The Sauti za Wanachi survey interviewed 1,913 respondents 51% of whom said they had visited a government health facility the last time they or a relative suffered an illness or injury.
Although services are known to be slow and depressing at government hospitals, 66% of patients who had visited the facilities said that they had been attended to within one hour – a feat many have hailed as an achievement given the gross under-staffing that the health sector still suffers.
However, there is still a challenge with medicines as 33% of those who visited a government facility only left with prescriptions and were asked to buy the medicines in private pharmacies. This is because medicines are often out of stock or the clinics are conniving with government facilities to make a killing by selling government drugs.
State of hospitals
Although over half of the respondents (56%) said they had been admitted to in the past year, 93% of them – that 11 out of 12 – actually slept on their own hospital beds while the remaining 7% slept on a mattress (4%) and 3% on the floor.
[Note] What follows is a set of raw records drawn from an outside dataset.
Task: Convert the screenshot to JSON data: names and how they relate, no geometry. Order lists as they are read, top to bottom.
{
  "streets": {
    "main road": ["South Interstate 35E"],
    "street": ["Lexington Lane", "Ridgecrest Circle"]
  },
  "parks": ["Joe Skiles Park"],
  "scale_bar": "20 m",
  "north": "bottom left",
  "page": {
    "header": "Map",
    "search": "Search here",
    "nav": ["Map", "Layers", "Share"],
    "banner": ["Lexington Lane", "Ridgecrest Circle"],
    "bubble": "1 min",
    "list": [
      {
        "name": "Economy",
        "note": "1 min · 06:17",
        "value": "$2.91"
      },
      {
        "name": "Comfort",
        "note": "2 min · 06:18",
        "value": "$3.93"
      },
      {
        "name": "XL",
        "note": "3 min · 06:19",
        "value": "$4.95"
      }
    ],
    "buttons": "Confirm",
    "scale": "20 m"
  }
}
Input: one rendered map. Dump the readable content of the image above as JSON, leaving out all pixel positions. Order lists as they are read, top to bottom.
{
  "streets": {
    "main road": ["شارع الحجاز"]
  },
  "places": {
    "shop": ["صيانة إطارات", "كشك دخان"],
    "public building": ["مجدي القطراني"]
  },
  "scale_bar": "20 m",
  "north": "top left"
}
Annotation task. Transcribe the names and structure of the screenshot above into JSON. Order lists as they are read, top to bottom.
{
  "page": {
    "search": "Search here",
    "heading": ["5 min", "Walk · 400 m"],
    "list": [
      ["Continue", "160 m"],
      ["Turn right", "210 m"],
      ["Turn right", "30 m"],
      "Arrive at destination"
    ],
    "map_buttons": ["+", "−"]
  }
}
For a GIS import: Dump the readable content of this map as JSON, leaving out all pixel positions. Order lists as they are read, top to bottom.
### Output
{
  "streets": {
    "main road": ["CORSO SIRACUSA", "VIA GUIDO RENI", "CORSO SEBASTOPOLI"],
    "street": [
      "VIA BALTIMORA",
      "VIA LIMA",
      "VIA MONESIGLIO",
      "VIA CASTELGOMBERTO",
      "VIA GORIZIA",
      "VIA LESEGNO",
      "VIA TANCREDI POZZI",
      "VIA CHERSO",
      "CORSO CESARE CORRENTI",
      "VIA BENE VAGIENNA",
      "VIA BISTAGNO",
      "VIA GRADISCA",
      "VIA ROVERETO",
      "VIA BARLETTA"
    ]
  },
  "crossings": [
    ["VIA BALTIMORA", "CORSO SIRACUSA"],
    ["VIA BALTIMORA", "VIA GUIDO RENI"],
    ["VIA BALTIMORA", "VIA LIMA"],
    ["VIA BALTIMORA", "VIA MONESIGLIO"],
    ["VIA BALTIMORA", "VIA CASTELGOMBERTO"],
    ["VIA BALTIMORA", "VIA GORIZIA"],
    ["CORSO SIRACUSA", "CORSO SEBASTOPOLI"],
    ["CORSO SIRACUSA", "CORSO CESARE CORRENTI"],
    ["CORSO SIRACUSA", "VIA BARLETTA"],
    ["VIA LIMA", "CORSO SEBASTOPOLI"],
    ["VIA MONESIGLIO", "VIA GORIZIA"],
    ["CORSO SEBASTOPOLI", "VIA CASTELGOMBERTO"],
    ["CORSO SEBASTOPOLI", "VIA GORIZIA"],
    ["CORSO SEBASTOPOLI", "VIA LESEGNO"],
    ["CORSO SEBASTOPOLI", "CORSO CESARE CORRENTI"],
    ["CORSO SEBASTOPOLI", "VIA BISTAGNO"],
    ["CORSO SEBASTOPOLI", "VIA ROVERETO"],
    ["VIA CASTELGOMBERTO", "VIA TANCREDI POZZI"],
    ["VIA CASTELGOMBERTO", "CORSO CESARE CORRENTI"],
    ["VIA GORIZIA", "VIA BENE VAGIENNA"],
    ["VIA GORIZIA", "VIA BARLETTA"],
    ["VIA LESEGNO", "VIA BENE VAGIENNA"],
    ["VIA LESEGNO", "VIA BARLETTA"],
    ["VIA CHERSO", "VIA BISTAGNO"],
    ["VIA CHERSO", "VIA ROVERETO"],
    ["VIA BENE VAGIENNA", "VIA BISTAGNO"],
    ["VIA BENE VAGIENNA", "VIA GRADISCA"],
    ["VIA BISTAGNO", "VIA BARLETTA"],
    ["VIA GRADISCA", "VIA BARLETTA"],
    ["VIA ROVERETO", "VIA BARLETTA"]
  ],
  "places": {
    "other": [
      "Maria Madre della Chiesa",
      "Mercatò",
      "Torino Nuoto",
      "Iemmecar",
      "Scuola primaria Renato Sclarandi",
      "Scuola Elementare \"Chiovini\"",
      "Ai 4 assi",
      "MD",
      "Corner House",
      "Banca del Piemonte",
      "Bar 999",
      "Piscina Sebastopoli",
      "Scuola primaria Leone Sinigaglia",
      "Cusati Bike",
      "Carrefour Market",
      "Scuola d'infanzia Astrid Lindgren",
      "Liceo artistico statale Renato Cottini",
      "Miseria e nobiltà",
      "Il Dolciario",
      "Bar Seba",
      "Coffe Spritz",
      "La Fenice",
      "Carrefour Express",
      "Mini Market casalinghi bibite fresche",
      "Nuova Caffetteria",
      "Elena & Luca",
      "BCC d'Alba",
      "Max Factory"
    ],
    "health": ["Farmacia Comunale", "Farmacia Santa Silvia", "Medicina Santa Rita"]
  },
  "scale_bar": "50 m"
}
Sharing of beds was minimal in both government (7%) and private hospitals (2%) except for those who had escorted a family member to the hospital and was admitted.
Despite the improvement in government health services, they are still trailing those offered in private and non-government hospitals.
It was captured in the Twaweza study that was launched on Thursday at Hotel Africana that 19% of children under the age of five who are entitled to free treatment did not receive it at government hospitals and a similar proportion of the elderly said they were charged a fee for treatment.